In 2012, political commentator, author, disgraced former university president and convicted felon Dinesh D'Souza released "2016: Obama's America," a documentary that purported to investigate our president's past in order to uncover his hidden agenda that, left unchecked, could very well lead our country to the brink of destruction. Although the film was mocked by many of those who bothered to review it (it did not receive advance critics screenings, meaning that there were few reviews when it opened and that supporters could then claim that it was being ignored by the lamestream media) and most of D'Souza's findings and conclusions were widely discredited by scholars, journalists and others with a weird reliance on things like facts, the film became a hit amongst conservative audiences and would pull in $33 million dollars at the box office, making it number 2 on the list of top-grossing political documentaries, just missing out on beating "Fahrenheit 9/11" by only $86 million.

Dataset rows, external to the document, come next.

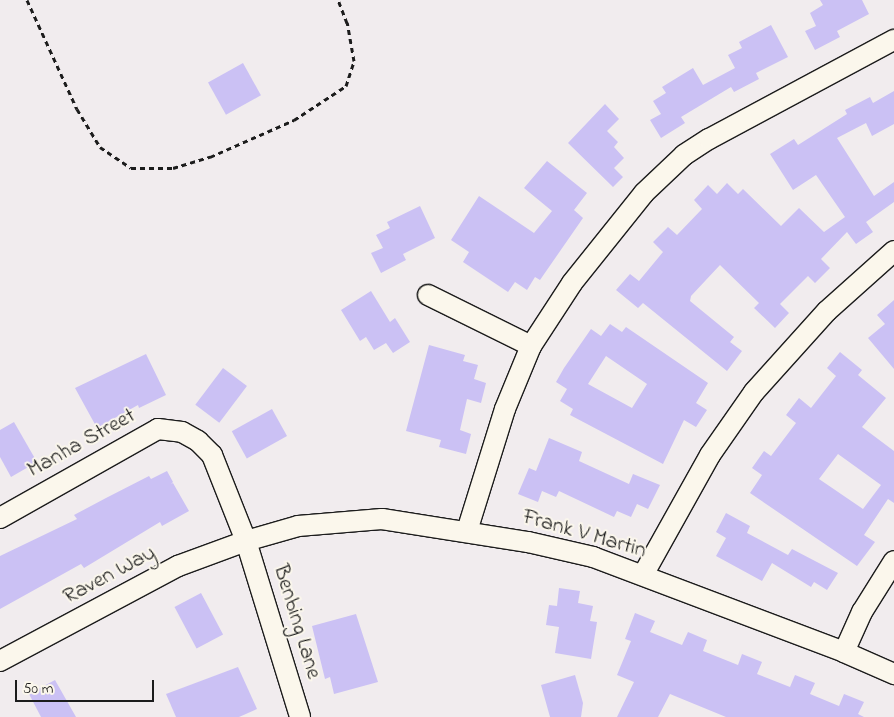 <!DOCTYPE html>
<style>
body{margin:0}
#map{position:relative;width:894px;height:717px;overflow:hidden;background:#f1ecee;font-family:"Indie Flower",sans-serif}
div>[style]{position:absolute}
.building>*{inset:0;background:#cbc1f4;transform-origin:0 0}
.path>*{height:3px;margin-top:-1.5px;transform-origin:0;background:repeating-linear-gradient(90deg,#1c1c1c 0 5px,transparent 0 9px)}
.roads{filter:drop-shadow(1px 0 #1c1c1c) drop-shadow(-1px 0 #1c1c1c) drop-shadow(0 1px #1c1c1c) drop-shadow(0 -1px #1c1c1c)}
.minor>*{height:20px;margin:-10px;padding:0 10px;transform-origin:10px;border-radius:10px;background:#fbf7ec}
span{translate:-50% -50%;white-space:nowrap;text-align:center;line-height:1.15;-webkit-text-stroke:4px #fbf7ec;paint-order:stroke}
.street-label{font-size:22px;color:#1c1c1c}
.scale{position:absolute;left:15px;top:680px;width:139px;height:22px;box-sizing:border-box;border:2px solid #1c1c1c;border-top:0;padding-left:6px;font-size:15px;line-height:18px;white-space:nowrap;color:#1c1c1c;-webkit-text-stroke:4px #fbf7ec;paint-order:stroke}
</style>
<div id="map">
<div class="building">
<i style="clip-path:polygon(820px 0,862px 0,869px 14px,837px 31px,840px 37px,815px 50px,805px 31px,816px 26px,810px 13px,823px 5px)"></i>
<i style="clip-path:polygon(771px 25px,788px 57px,756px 73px,759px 79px,734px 92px,731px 87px,681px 117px,685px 123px,661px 138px,650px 120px,661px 114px,653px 101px,666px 93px,662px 87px,693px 68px,703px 85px,735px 68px,728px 55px,742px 48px,739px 42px)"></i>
<i style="left:243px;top:63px;width:37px;height:40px;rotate:61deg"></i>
<i style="clip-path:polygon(894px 91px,894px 124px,872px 136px,866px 123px,837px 138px,874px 196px,894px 182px,894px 202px,866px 222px,873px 232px,856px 244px,847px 232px,821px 259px,830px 268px,815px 283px,808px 276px,780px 304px,789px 313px,775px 328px,754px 308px,759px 303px,720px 265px,691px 296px,690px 301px,734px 337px,730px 342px,742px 351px,727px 371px,643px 303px,638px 308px,616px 290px,630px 274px,639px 281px,663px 252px,653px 242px,668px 227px,677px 235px,702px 209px,694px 200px,708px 185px,717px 194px,727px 183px,738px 194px,743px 189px,781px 226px,799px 208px,824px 232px,845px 217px,816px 175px,793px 190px,770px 154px,794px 139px,798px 145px,847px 114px,845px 110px,870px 97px,873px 103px)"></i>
<i style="clip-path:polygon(605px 104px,619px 119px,607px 131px,618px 142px,614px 147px,624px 158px,614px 168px,623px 177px,613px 187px,568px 143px)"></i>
<i style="clip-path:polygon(547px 161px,587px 193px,574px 210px,583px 218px,540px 280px,535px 277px,527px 290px,515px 282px,508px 292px,463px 262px,469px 252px,451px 240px,479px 196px,534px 233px,552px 211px,524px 188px)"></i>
<i style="clip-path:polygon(420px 206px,435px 238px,403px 254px,406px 260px,381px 273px,371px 253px,383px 248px,376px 235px,390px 228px,387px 222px)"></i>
<i style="clip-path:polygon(371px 291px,390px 322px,395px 318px,410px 342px,393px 353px,386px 343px,374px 350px,366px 337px,360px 341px,341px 310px)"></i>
<i style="clip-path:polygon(894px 300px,894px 369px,868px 338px,885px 324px,877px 315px)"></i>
<i style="clip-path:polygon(evenodd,610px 324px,622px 332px,626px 327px,708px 383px,696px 403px,707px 410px,696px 427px,684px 420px,663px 464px,570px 415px,573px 409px,560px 401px,567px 389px,556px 382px,564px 368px,591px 329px,601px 336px,610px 324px,606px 356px,647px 384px,632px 408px,588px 384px,606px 356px)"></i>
<i style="clip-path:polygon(429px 345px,465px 355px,463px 361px,478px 365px,474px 379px,486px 383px,481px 403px,467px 399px,460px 430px,471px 434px,466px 454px,439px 447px,441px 440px,406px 431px)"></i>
<i style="clip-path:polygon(evenodd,840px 352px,862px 370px,858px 375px,886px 398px,862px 427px,894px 451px,894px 503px,888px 499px,864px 535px,875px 542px,857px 566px,750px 493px,762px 475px,752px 468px,764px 451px,771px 456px,796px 423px,786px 415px,799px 398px,811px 408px,836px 376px,827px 368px,840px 352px,838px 454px,881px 485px,863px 509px,819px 479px,838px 454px)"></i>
<i style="clip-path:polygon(146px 354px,166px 395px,139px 408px,138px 405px,97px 428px,75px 388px)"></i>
<i style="left:223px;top:368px;width:30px;height:46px;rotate:37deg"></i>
<i style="left:272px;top:409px;width:31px;height:46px;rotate:61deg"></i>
<i style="clip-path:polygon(14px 422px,37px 462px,11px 477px,0 457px,0 430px)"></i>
<i style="clip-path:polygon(549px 438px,582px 452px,579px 461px,629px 484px,633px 474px,660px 485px,648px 509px,637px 504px,631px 517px,617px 511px,614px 517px,559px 491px,556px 497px,542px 491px,538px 502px,518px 494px,529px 468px,536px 471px)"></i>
<i style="clip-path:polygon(167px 471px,173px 482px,171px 484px,173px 483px,189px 511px,162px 526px,160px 522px,84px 568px,81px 564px,0 609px,0 556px,77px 519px,74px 515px,106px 498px,149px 476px,151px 479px)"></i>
<i style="clip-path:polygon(726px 513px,750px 526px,747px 533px,788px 555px,792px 549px,838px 573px,827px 590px,814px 582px,811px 587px,772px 563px,762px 581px,716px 556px,726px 538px,716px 532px)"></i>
<i style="clip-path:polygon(559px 588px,580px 591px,578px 603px,593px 606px,590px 621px,597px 622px,591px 659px,555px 653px,559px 627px,546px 625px,549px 605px,557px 606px)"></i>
<i style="left:201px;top:593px;width:47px;height:30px;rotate:62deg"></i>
<i style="clip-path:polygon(635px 613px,655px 621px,650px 632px,682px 645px,688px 632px,707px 640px,703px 651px,738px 665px,742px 654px,762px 662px,757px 674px,790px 687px,795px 675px,815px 683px,810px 694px,839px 706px,844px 694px,864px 702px,858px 714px,864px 717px,726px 717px,670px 694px,658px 717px,617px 717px,634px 682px,617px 675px,631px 641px,625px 639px)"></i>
<i style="clip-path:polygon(356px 614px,378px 682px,334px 694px,330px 677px,325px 679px,312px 626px)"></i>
<i style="clip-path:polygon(238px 667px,257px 709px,239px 717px,176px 717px,166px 694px)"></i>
<i style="clip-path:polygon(575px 675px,583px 703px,581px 717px,550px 717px,541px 685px)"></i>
<i style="clip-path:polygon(55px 680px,76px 717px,41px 717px,29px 694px)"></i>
</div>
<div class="path">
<i style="left:27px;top:0;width:120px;rotate:65.4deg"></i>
<i style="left:77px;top:109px;width:44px;rotate:58.8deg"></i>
<i style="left:100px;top:147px;width:37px;rotate:34deg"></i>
<i style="left:131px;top:168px;width:42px"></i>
<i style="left:173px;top:168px;width:39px;rotate:-17deg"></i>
<i style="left:210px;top:157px;width:92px;rotate:-23.8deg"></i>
<i style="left:294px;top:120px;width:62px;rotate:-33.2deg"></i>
<i style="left:346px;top:86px;width:26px;rotate:-72deg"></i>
<i style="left:354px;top:61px;width:39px;rotate:-100deg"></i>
<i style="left:347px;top:23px;width:25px;rotate:-111deg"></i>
</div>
<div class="roads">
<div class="minor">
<i style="left:428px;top:295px;width:115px;rotate:26.3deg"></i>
<i style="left:0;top:518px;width:181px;rotate:-29.4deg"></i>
<i style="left:158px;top:429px;width:24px;rotate:7deg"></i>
<i style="left:182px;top:432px;width:18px;rotate:29deg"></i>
<i style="left:198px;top:441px;width:20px;rotate:45deg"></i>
<i style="left:212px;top:455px;width:92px;rotate:68.4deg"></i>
<i style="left:246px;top:541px;width:184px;rotate:72.9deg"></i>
<i style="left:467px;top:531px;width:128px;rotate:-72.7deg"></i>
<i style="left:505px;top:409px;width:68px;rotate:-67.6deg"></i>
<i style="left:531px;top:346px;width:75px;rotate:-56.9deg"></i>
<i style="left:572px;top:283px;width:115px;rotate:-51.3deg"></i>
<i style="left:644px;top:193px;width:55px;rotate:-43.5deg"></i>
<i style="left:684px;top:155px;width:30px;rotate:-33deg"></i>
<i style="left:709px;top:139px;width:210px;rotate:-28.2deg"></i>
<i style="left:643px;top:575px;width:137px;rotate:-60.8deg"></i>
<i style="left:710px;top:455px;width:77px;rotate:-55.1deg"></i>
<i style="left:754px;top:392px;width:109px;rotate:-48deg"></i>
<i style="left:827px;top:311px;width:90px;rotate:-41.8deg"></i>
<i style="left:844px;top:652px;width:44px;rotate:-65.8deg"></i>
<i style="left:862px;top:612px;width:60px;rotate:-57.9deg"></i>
<i style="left:0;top:661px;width:202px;rotate:-28.1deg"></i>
<i style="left:178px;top:566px;width:72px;rotate:-20.2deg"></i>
<i style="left:246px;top:541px;width:54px;rotate:-16.1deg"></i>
<i style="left:298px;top:526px;width:84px;rotate:-4.8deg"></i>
<i style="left:382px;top:519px;width:148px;rotate:9deg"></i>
<i style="left:528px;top:542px;width:67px;rotate:13deg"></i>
<i style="left:593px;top:557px;width:268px;rotate:20.7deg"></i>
<i style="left:844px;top:652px;width:55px;rotate:23.7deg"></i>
</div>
</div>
<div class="street-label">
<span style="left:82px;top:444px;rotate:-29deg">Manha Street</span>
<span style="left:584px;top:535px;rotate:16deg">Frank V Martin</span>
<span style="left:110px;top:576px;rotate:-28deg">Raven Way</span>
<span style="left:296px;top:622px;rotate:73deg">Benbing Lane</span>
</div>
<div class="scale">50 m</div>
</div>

Watch Transformers Age of Extinction Megashare D'Souza has returned with "America," a movie that arrives on the heels of an ad campaign that suggests that it will be a bit of speculative fiction examining what the world might be like if George Washington had been felled by a British bullet during the Battle of Brandywine (on September 11, 1777, for those of you playing at home) and, as a result, the Revolutionary War had been lost and the United States of America had never existed. However, anyone turning up at the multiplex in order to see what promises at first to be a blend of "It's a Wonderful Life," the immortal anti-Communist short "Red Nightmare" and an evening of the History Channel will be outraged to discover that, following a brief prologue, the film completely abandons that promised conceit and never returns to it. If it is any comfort to those viewers, it is that they will soon be sharing their outrage with anyone who turned up in the hope of witnessing cohesive thinking or rudimentary filmmaking skills.
Having seen all of his dire predictions about the direction of our country under Obama's lead in "2016: Obama's America" come true—his perspective, not history's—D'Souza finds himself pondering the state of his adopted country and wondering why so many people want to destroy it by undoing everything that made it great in order to remake it into some kind of socialist nightmare. Furthermore, he wants to get to the bottom of the notions that monsters like Noam Chomsky, Howard Zinn, Michael Moore and other members of the radical cabal use as a basis for their alleged hatred of America—that we stole the land from the Indians and committed genocide against them to boot, that we seized a huge chunk of Mexico as well, that we are trying to dominate the world and as much of its resources as possible, that there is a staggering amount of income inequality that unfairly leaves the vast majority of our wealth in the hands of a few people and, of course, slavery. In an unexpected twist, D'Souza amazingly manages to refute all of those claims to the satisfaction of his target audience.